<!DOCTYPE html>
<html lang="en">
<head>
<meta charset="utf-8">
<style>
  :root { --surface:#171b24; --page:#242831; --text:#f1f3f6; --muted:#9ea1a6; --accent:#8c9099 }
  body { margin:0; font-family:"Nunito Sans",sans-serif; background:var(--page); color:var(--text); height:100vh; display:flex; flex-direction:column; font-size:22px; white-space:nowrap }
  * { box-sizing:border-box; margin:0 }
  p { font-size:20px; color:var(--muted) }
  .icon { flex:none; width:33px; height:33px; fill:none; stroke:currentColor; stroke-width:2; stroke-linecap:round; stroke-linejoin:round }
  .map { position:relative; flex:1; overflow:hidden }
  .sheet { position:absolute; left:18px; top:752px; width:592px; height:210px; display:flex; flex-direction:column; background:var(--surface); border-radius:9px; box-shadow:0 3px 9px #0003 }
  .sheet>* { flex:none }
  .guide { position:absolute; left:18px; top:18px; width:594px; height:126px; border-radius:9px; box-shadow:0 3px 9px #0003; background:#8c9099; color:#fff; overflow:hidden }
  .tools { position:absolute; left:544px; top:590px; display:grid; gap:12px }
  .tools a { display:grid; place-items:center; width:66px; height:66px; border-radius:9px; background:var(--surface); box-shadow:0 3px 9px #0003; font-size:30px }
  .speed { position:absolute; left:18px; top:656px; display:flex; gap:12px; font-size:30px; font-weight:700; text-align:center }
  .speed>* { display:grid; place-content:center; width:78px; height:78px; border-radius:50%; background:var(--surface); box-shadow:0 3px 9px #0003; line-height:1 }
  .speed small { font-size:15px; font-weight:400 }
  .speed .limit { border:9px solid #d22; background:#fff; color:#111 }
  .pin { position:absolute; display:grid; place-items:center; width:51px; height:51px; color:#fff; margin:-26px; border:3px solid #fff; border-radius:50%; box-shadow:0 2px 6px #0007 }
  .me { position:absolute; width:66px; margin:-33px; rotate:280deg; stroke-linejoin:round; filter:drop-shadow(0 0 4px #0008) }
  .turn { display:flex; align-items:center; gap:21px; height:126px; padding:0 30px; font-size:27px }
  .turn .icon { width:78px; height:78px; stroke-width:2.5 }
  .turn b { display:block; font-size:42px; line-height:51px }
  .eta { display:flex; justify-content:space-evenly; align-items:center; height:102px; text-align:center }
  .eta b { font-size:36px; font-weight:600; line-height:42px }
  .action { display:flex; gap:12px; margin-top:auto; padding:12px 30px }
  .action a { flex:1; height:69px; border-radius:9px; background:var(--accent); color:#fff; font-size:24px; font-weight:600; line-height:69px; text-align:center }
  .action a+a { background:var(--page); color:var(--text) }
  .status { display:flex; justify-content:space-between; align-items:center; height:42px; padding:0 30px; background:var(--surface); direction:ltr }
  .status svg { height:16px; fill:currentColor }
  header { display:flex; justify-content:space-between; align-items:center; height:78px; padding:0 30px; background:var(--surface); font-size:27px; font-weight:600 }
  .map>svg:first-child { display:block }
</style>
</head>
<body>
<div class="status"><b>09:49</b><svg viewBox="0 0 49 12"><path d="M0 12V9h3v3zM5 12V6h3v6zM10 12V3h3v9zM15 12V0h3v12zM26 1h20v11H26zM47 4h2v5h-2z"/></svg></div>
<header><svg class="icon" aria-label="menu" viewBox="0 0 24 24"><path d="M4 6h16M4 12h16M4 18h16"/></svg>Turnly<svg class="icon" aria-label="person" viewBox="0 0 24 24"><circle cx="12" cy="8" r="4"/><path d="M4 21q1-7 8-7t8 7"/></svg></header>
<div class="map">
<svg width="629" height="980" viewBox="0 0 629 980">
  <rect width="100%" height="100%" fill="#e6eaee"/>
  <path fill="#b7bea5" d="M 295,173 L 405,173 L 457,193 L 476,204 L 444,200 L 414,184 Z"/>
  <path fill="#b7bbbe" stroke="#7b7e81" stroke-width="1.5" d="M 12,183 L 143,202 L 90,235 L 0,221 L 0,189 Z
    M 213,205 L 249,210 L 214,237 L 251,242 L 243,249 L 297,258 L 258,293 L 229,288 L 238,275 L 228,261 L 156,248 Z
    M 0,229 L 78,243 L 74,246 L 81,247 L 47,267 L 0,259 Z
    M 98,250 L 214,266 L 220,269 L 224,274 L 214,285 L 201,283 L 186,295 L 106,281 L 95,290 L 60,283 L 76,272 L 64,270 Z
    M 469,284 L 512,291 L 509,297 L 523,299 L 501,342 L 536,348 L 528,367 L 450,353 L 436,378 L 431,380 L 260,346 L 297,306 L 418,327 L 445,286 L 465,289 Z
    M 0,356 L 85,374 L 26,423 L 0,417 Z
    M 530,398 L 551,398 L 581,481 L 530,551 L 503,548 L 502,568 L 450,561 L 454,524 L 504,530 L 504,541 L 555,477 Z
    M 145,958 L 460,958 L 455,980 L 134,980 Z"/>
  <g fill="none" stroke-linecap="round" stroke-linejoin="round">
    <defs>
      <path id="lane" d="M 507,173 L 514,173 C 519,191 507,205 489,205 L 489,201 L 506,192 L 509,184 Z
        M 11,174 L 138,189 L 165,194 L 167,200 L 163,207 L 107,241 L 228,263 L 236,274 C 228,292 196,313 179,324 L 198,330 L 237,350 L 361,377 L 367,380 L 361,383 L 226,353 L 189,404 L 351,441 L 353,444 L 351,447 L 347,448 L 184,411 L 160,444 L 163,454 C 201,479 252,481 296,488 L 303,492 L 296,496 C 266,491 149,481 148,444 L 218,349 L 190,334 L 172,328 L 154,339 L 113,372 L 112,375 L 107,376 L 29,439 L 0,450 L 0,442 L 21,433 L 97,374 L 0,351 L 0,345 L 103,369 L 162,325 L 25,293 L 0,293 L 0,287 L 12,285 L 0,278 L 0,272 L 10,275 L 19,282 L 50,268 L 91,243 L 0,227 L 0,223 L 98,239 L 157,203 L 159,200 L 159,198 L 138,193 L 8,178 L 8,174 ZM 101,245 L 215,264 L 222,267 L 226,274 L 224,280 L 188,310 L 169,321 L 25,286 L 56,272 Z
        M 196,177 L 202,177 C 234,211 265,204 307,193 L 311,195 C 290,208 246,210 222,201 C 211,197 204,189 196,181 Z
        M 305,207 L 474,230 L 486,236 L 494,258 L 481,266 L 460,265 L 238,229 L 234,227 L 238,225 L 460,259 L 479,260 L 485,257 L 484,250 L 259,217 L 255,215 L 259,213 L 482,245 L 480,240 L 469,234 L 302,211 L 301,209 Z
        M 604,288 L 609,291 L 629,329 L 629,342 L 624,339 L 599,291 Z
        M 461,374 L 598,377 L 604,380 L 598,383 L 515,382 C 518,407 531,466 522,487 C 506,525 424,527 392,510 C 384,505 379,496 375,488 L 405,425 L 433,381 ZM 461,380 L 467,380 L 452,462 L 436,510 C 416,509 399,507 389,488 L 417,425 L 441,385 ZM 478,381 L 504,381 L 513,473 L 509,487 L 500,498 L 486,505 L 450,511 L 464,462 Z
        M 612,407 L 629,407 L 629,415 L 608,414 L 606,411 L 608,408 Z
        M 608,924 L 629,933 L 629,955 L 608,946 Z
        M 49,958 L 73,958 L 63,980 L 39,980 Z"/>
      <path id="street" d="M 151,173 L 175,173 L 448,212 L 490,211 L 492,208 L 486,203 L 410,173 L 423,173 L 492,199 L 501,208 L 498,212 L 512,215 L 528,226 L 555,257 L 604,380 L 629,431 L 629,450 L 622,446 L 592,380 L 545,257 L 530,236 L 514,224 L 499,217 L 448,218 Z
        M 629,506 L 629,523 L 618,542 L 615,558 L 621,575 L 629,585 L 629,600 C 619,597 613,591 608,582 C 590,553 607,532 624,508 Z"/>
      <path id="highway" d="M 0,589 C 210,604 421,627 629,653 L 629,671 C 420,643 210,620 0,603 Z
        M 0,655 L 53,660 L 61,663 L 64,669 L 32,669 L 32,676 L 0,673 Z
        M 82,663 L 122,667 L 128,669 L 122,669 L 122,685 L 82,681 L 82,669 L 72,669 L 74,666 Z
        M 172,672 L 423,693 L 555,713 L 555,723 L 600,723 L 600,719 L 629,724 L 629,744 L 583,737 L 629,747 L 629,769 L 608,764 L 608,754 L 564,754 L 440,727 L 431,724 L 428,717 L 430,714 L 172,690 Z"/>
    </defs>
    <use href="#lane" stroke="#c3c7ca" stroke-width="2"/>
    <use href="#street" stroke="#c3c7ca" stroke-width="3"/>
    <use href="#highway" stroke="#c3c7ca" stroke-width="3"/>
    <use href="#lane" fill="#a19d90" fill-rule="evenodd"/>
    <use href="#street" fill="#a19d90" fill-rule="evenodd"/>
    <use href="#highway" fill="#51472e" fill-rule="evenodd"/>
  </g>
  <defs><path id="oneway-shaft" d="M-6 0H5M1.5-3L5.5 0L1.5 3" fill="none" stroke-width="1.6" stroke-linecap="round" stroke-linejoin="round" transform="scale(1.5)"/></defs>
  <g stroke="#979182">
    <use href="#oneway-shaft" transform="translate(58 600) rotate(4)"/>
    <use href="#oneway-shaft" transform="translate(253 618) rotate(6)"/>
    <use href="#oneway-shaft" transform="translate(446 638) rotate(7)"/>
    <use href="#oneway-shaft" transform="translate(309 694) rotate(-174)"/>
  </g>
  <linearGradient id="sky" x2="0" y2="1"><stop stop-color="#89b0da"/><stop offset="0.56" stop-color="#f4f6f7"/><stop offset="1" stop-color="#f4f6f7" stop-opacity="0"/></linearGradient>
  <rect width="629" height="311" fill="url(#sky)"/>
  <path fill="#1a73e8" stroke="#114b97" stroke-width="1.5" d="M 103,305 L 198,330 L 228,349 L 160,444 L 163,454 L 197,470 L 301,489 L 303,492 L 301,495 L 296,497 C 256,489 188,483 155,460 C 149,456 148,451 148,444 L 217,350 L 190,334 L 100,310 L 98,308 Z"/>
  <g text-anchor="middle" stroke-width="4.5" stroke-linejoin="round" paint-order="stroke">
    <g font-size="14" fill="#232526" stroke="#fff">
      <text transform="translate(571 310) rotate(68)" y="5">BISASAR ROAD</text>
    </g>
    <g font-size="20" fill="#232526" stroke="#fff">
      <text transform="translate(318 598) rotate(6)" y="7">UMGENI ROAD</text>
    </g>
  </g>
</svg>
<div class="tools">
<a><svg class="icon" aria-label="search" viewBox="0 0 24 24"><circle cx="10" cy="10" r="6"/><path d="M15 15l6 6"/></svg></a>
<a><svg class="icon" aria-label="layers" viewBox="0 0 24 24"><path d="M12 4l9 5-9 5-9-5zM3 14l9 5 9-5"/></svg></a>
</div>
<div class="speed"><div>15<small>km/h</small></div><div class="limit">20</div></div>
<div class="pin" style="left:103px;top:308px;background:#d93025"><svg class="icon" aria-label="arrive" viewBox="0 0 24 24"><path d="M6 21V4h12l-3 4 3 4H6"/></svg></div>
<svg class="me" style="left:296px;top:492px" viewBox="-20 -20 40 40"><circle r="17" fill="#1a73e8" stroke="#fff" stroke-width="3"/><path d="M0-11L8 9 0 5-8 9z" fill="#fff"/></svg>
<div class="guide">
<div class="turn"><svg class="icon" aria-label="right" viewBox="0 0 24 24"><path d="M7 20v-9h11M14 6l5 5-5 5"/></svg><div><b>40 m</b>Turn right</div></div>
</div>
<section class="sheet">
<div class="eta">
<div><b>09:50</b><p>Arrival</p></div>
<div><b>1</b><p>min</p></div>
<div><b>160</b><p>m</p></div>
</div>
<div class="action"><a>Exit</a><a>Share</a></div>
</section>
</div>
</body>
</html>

※

## WHAT YOU ARE ASKED TO DO
The string "small" appears on how many lines of the records? State the number alone.

## OUTPUT
2